2D Convolutional VAE loss getting stuck in a local minima

Ok, I give up.

I am trying to get a 2D convolutional autoencoder working with non image based data. The data is of size[-1,1,264,132].

The loss function get stuck at around 430, which means that some of the data is encoded, however some is not. I have tried playing with the hyper parameters on ADAM, and found that if i drop the LR to below 5e-4 the it gets a loss function Nan. I have tried different loss functions and nothing works (using the standard KLD value the error still gets stuck just at different non 0 values). The one i am currently using is:

def log_normal_pdf(sample,mean,logvar):
    log2pi=torch.tensor(np.log(2.*np.pi))
    return torch.sum(-0.5*((sample-mean)**2.*torch.exp(-logvar)+logvar+log2pi),1)
def loss_fn(Gen_model, data,lab):
    mean, logvar = Gen_model.encode(data,lab)
    z2=Gen_model.reparm(mean, logvar)
    out=Gen_model.decode(z2,lab)
    criterion = torch.nn.BCEWithLogitsLoss(size_average=True,reduce=False, reduction='mean')
    BCE=criterion(out,data)
    logpx_z=-torch.sum(BCE,(1,2,3),keepdim=False)
    logpz=log_normal_pdf(z2,torch.tensor(0.),torch.tensor(1.))
    logqz_x=log_normal_pdf(z2, mean, logvar)
    return -torch.mean(logpx_z+logpz-logqz_x),out

I have included the reparamatization

    def encode(self,data,lab):
        data=self.Encoder(data,lab)
        mean, logvar=torch.chunk(data,2,dim=1)
        return mean, logvar

    def reparm(self,  mean, logvar):
        epsilon = torch.randn(mean.size()).to(device)
        z = epsilon*torch.exp(logvar.mul(0.5))+mean
        #print("z=",z.shape)
        return z

I now i have got something wrong (obviously), but i cannot see it. I read somewhere that the the input data should be normalised with a mean of zero and an std of 1, however this cannot happen because the BCE function needs data between [0,1].

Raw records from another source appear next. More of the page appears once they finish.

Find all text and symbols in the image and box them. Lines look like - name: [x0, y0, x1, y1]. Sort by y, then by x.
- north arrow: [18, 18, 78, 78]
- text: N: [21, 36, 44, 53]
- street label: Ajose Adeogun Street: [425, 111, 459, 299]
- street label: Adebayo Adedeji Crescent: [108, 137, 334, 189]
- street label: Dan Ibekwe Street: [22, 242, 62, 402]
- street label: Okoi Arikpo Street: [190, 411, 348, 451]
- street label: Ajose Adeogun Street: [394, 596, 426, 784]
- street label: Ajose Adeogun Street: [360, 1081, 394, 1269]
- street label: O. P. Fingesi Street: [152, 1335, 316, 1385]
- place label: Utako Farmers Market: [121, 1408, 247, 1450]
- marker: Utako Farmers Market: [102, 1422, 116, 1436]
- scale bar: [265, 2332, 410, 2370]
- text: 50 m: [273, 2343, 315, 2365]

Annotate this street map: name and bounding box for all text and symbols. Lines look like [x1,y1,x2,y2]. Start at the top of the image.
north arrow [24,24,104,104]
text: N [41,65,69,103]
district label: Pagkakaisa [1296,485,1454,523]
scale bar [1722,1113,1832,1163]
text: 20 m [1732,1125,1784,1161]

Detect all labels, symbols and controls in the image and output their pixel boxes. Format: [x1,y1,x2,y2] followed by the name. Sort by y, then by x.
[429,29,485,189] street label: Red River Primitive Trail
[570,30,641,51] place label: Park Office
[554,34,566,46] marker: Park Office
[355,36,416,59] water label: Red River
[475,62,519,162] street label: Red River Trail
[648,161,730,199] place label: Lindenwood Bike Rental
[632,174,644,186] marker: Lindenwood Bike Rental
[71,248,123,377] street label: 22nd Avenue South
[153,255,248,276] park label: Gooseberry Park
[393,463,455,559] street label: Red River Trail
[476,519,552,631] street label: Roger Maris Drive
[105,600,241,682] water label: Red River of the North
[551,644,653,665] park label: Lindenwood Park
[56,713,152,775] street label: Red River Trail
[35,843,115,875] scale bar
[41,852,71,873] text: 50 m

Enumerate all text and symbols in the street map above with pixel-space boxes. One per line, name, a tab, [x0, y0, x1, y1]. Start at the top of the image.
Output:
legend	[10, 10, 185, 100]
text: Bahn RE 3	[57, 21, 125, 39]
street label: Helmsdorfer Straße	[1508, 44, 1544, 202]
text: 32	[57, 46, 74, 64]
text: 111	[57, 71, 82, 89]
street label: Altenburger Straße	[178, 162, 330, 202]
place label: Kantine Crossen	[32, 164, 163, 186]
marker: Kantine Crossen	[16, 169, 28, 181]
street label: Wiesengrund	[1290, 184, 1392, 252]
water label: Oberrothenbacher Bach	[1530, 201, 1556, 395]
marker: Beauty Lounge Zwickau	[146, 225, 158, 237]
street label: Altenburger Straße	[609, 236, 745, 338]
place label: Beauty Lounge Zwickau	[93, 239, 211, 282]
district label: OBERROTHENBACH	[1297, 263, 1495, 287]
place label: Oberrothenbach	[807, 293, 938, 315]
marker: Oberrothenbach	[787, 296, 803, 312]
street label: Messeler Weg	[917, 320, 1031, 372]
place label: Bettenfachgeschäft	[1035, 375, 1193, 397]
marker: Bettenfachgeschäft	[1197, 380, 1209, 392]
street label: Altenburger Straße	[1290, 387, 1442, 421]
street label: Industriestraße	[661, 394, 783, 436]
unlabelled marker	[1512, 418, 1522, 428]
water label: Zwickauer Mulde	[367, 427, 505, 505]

The raw data (before normalising) ranges from +1000 to -1000, normalising this data sets the pre normalised 0 to 0.5, the -1000 to 0 and +1000 to 1. the increments can therefore be very small, am i right in thinking that this maybe causing the issue??? if so, would it be better to create an input data set of [-1,3,264,132]?